◆ WHAT NEEDS TO BE DONE ◆
Restate all of the entries exactly, dropping any pictures they hold.

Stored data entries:

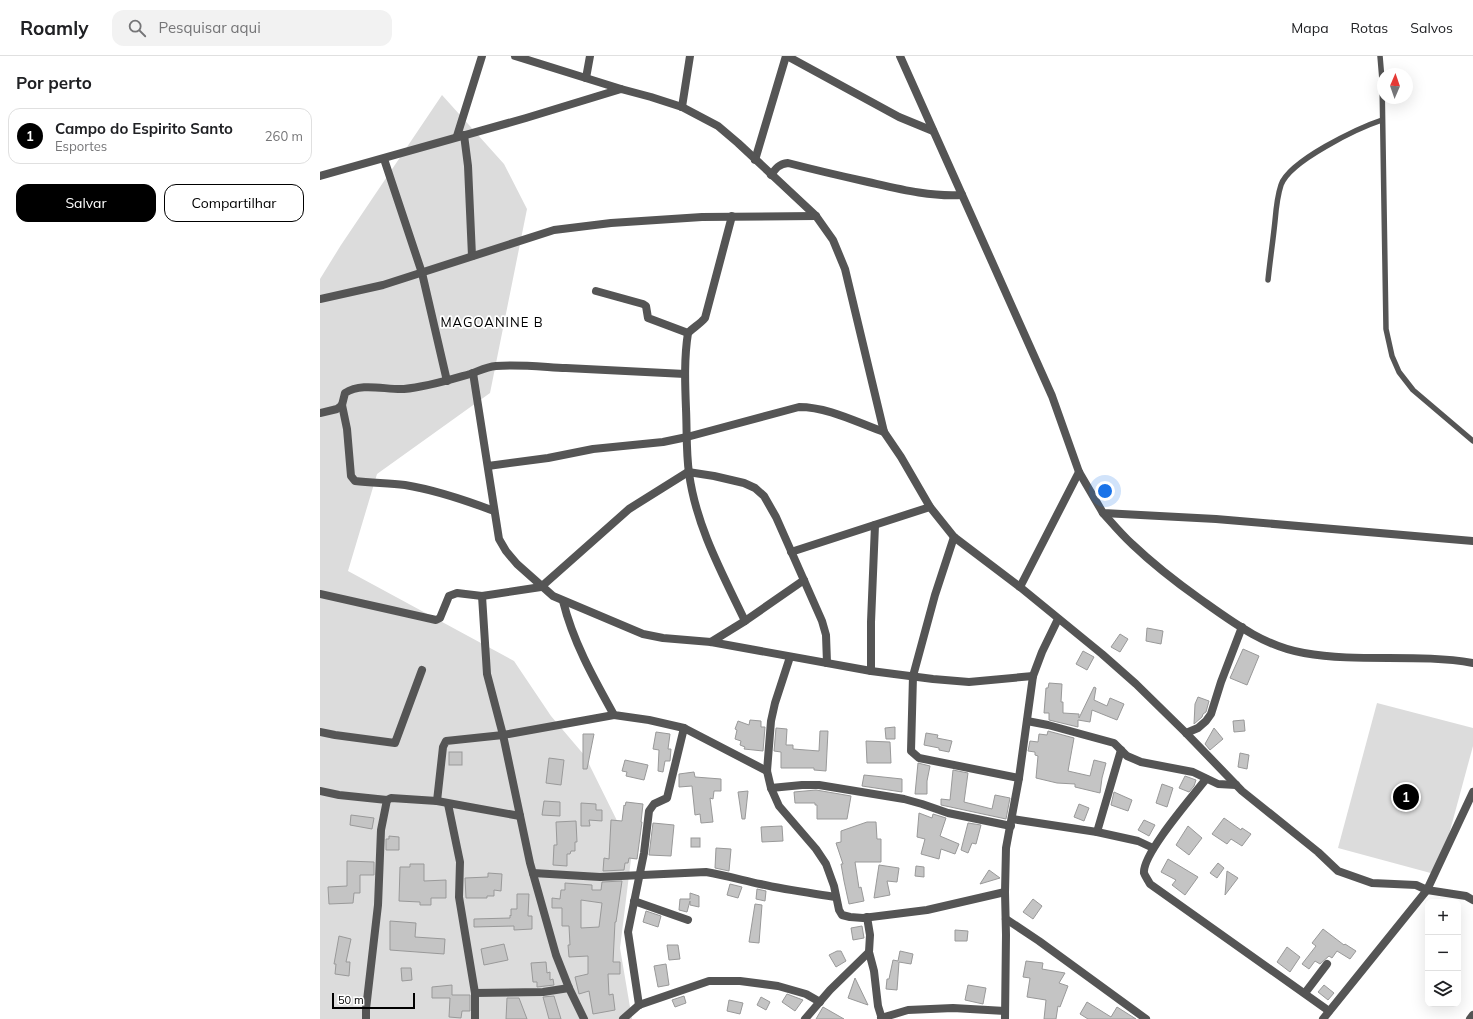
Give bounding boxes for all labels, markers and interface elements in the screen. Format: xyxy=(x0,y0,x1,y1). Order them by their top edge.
search box xyxy=(112,10,392,46)
text: Roamly xyxy=(20,16,88,40)
icon: search xyxy=(126,17,148,39)
text: Pesquisar aqui xyxy=(158,18,261,37)
text: Mapa xyxy=(1291,19,1329,37)
text: Rotas xyxy=(1351,19,1388,37)
text: Salvos xyxy=(1410,19,1453,37)
north arrow xyxy=(1377,68,1413,104)
text: Por perto xyxy=(16,72,92,93)
text: Campo do Espirito Santo xyxy=(55,119,233,138)
text: 1 xyxy=(26,128,34,144)
text: 260 m xyxy=(265,128,303,144)
text: Esportes xyxy=(55,138,107,154)
button: Salvar xyxy=(16,184,156,222)
button: Compartilhar xyxy=(164,184,304,222)
district label: MAGOANINE B xyxy=(440,314,544,330)
your location xyxy=(1095,481,1115,501)
pin: 1 xyxy=(1393,782,1419,812)
map controls xyxy=(1425,899,1461,1007)
button: + xyxy=(1425,899,1461,935)
button: − xyxy=(1425,935,1461,971)
button: layers xyxy=(1425,971,1461,1007)
scale bar xyxy=(332,991,415,1010)
text: 50 m xyxy=(338,993,364,1007)

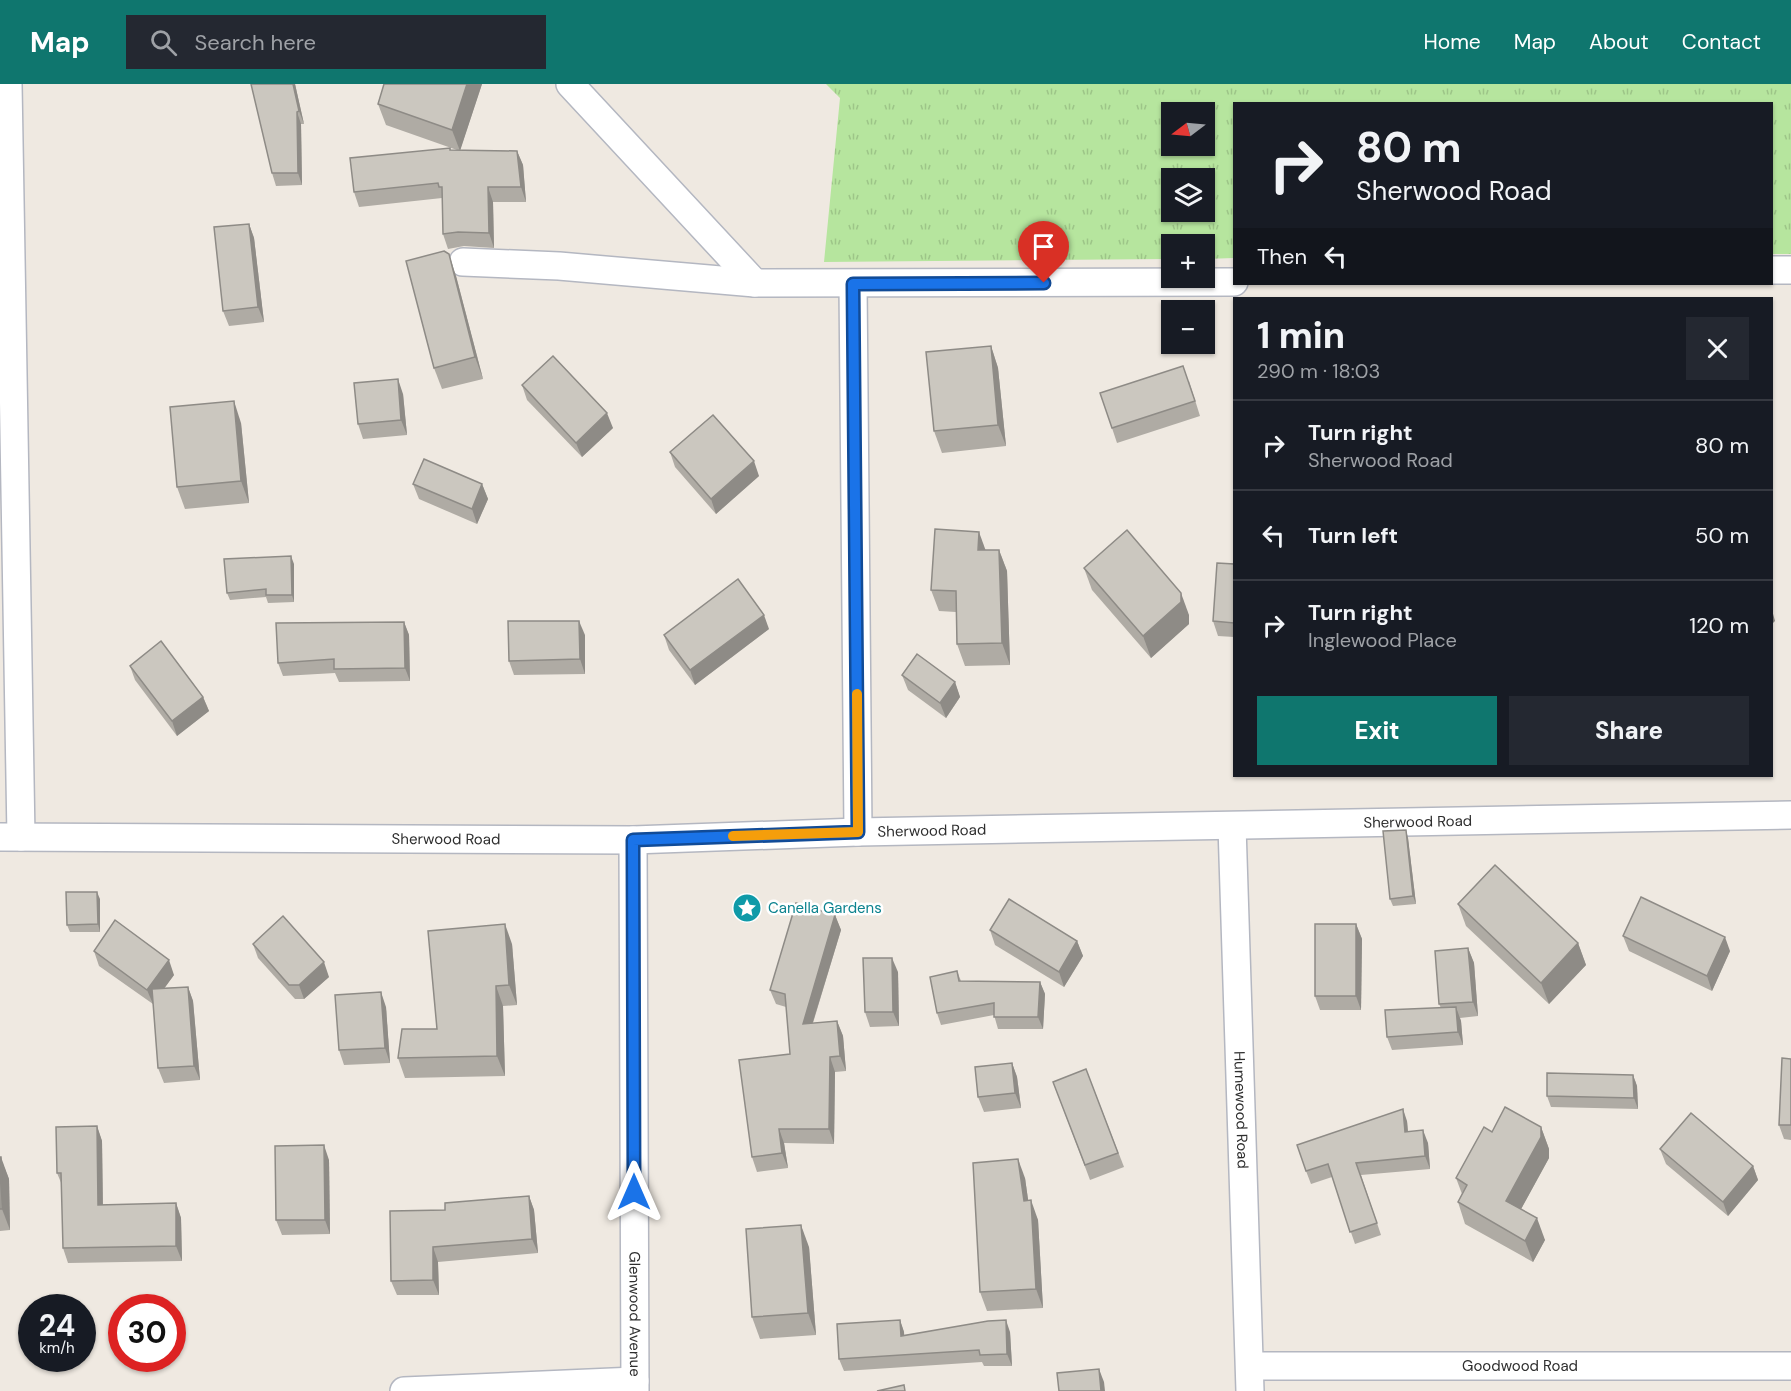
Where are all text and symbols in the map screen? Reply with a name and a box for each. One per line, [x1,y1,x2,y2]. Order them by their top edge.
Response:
search box [126,15,546,69]
text: Map [30,24,90,61]
icon: search [147,26,180,59]
text: Search here [195,28,316,57]
text: Home [1423,28,1481,56]
text: Map [1514,28,1556,56]
text: About [1589,28,1649,56]
text: Contact [1682,28,1761,56]
north arrow [1161,102,1215,156]
map controls [1161,102,1215,354]
text: 80 m [1356,120,1462,175]
icon: right [1257,126,1335,204]
button: layers [1161,168,1215,222]
text: Sherwood Road [1356,173,1552,208]
pin [1018,221,1069,283]
icon: arrive [1027,230,1060,263]
button: + [1161,234,1215,288]
icon: left [1319,240,1352,273]
text: Then [1257,242,1307,271]
button: − [1161,300,1215,354]
text: 1 min [1257,312,1345,359]
button: close [1686,317,1749,380]
text: 290 m · 18:03 [1257,358,1380,384]
text: Turn right [1308,418,1413,447]
icon: right [1257,429,1290,462]
text: 80 m [1695,431,1749,460]
text: Sherwood Road [1308,447,1453,473]
icon: left [1257,519,1290,552]
text: Turn left [1308,521,1398,550]
text: 50 m [1695,521,1749,550]
text: Turn right [1308,598,1413,627]
icon: right [1257,609,1290,642]
text: 120 m [1689,611,1749,640]
text: Inglewood Place [1308,627,1457,653]
button: Exit [1257,696,1497,765]
button: Share [1509,696,1749,765]
street label: Sherwood Road [1363,811,1472,833]
street label: Sherwood Road [877,820,986,842]
street label: Sherwood Road [392,829,500,849]
place icon: Canella Gardens [731,892,763,924]
place label: Canella Gardens [768,898,882,918]
street label: Humewood Road [1229,1051,1253,1169]
position arrow [602,1160,666,1224]
street label: Glenwood Avenue [624,1251,645,1377]
speed limit sign: 30 [108,1294,186,1372]
text: 24 [39,1306,75,1345]
text: km/h [39,1338,75,1358]
street label: Goodwood Road [1462,1356,1578,1376]

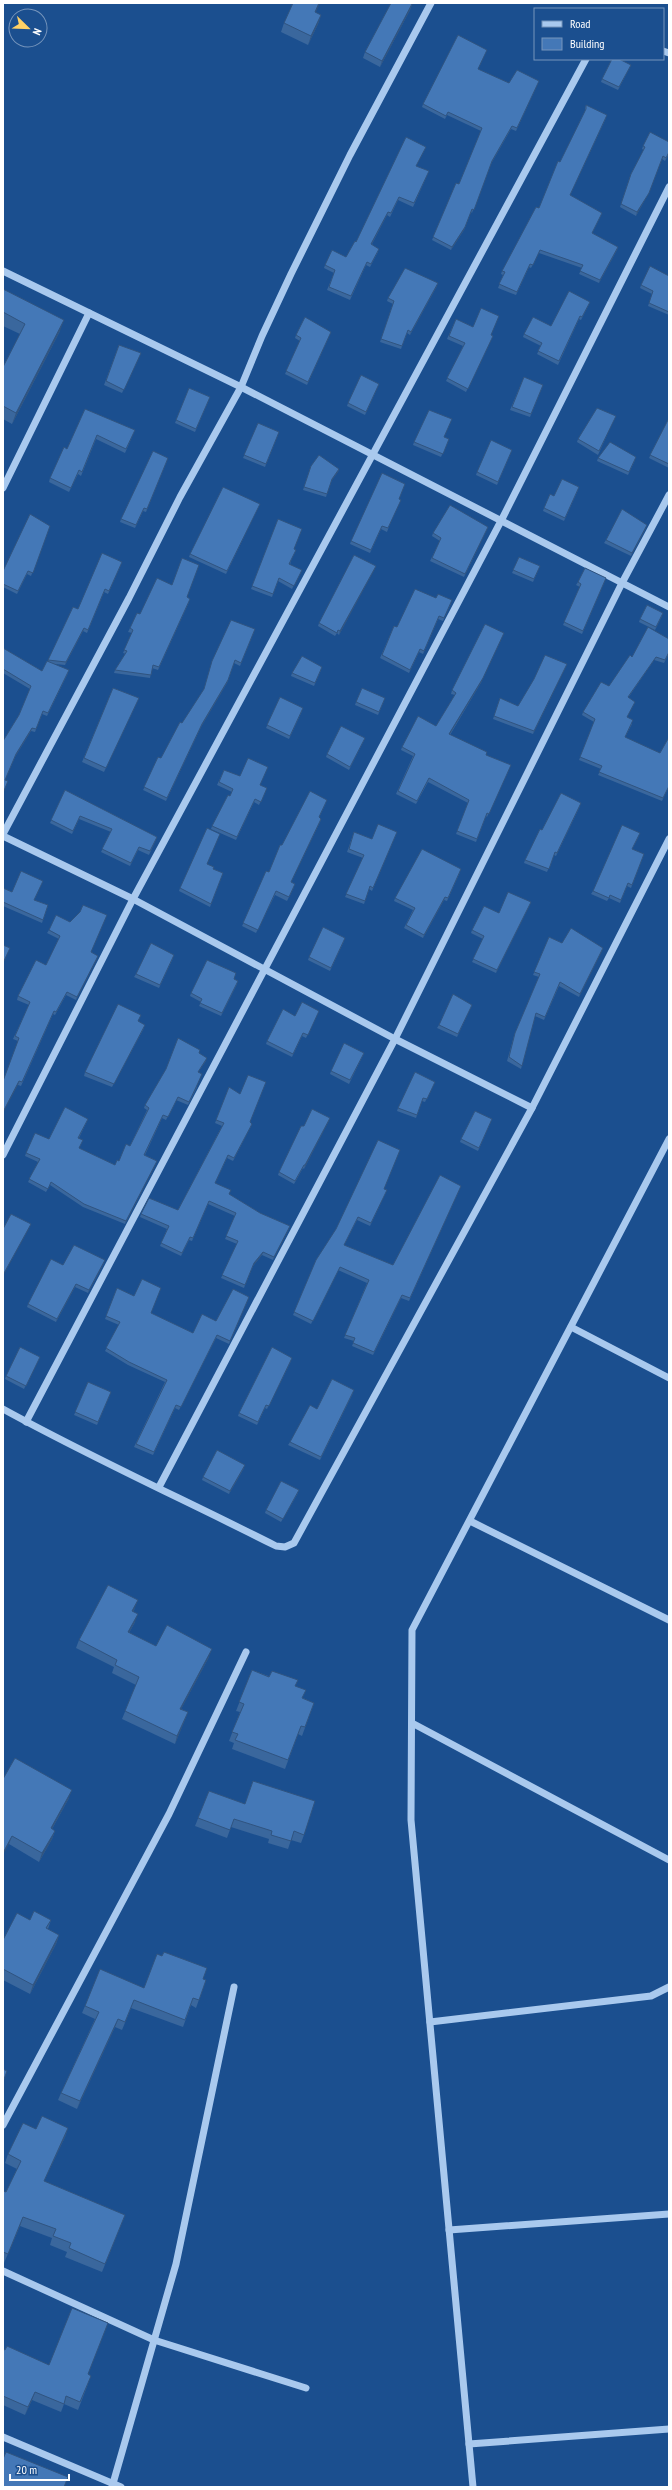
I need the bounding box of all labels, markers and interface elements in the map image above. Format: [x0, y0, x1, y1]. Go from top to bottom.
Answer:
north arrow [8, 8, 48, 48]
legend [534, 8, 664, 60]
text: Road [570, 16, 590, 31]
text: N [30, 26, 45, 37]
text: Building [570, 36, 605, 51]
scale bar [10, 2456, 69, 2482]
text: 20 m [16, 2462, 37, 2477]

◆ EXERCISE RESULT ◆
Give bounding boxes for all labels, markers and interface elements in the screen. Format: xyxy=(x0,y0,x1,y1). Order them by their top edge.
search box xyxy=(112,10,392,46)
text: Roamly xyxy=(20,16,88,40)
icon: search xyxy=(126,17,148,39)
text: Pesquisar aqui xyxy=(158,18,261,37)
text: Mapa xyxy=(1291,19,1329,37)
text: Rotas xyxy=(1351,19,1388,37)
text: Salvos xyxy=(1410,19,1453,37)
north arrow xyxy=(1377,68,1413,104)
text: Por perto xyxy=(16,72,92,93)
text: Campo do Espirito Santo xyxy=(55,119,233,138)
text: 1 xyxy=(26,128,34,144)
text: 260 m xyxy=(265,128,303,144)
text: Esportes xyxy=(55,138,107,154)
button: Salvar xyxy=(16,184,156,222)
button: Compartilhar xyxy=(164,184,304,222)
district label: MAGOANINE B xyxy=(440,314,544,330)
your location xyxy=(1095,481,1115,501)
pin: 1 xyxy=(1393,782,1419,812)
map controls xyxy=(1425,899,1461,1007)
button: + xyxy=(1425,899,1461,935)
button: − xyxy=(1425,935,1461,971)
button: layers xyxy=(1425,971,1461,1007)
scale bar xyxy=(332,991,415,1010)
text: 50 m xyxy=(338,993,364,1007)

Where are all text and symbols in the map screen? Reply with a name and a box for each. One per line, [x1,y1,x2,y2]. Order them by their top edge.
Response:
search box [126,15,546,69]
text: Map [30,24,90,61]
icon: search [147,26,180,59]
text: Search here [195,28,316,57]
text: Home [1423,28,1481,56]
text: Map [1514,28,1556,56]
text: About [1589,28,1649,56]
text: Contact [1682,28,1761,56]
north arrow [1161,102,1215,156]
map controls [1161,102,1215,354]
text: 80 m [1356,120,1462,175]
icon: right [1257,126,1335,204]
button: layers [1161,168,1215,222]
text: Sherwood Road [1356,173,1552,208]
pin [1018,221,1069,283]
icon: arrive [1027,230,1060,263]
button: + [1161,234,1215,288]
icon: left [1319,240,1352,273]
text: Then [1257,242,1307,271]
button: − [1161,300,1215,354]
text: 1 min [1257,312,1345,359]
button: close [1686,317,1749,380]
text: 290 m · 18:03 [1257,358,1380,384]
text: Turn right [1308,418,1413,447]
icon: right [1257,429,1290,462]
text: 80 m [1695,431,1749,460]
text: Sherwood Road [1308,447,1453,473]
icon: left [1257,519,1290,552]
text: Turn left [1308,521,1398,550]
text: 50 m [1695,521,1749,550]
text: Turn right [1308,598,1413,627]
icon: right [1257,609,1290,642]
text: 120 m [1689,611,1749,640]
text: Inglewood Place [1308,627,1457,653]
button: Exit [1257,696,1497,765]
button: Share [1509,696,1749,765]
street label: Sherwood Road [1363,811,1472,833]
street label: Sherwood Road [877,820,986,842]
street label: Sherwood Road [392,829,500,849]
place icon: Canella Gardens [731,892,763,924]
place label: Canella Gardens [768,898,882,918]
street label: Humewood Road [1229,1051,1253,1169]
position arrow [602,1160,666,1224]
street label: Glenwood Avenue [624,1251,645,1377]
speed limit sign: 30 [108,1294,186,1372]
text: 24 [39,1306,75,1345]
text: km/h [39,1338,75,1358]
street label: Goodwood Road [1462,1356,1578,1376]

I need the bounding box of all labels, markers and interface elements in the map image above. Format: [x0, y0, x1, y1]. Go from top to bottom.
Answer:
north arrow [8, 8, 48, 48]
legend [534, 8, 664, 60]
text: Road [570, 16, 590, 31]
text: N [30, 26, 45, 37]
text: Building [570, 36, 605, 51]
scale bar [10, 2456, 69, 2482]
text: 20 m [16, 2462, 37, 2477]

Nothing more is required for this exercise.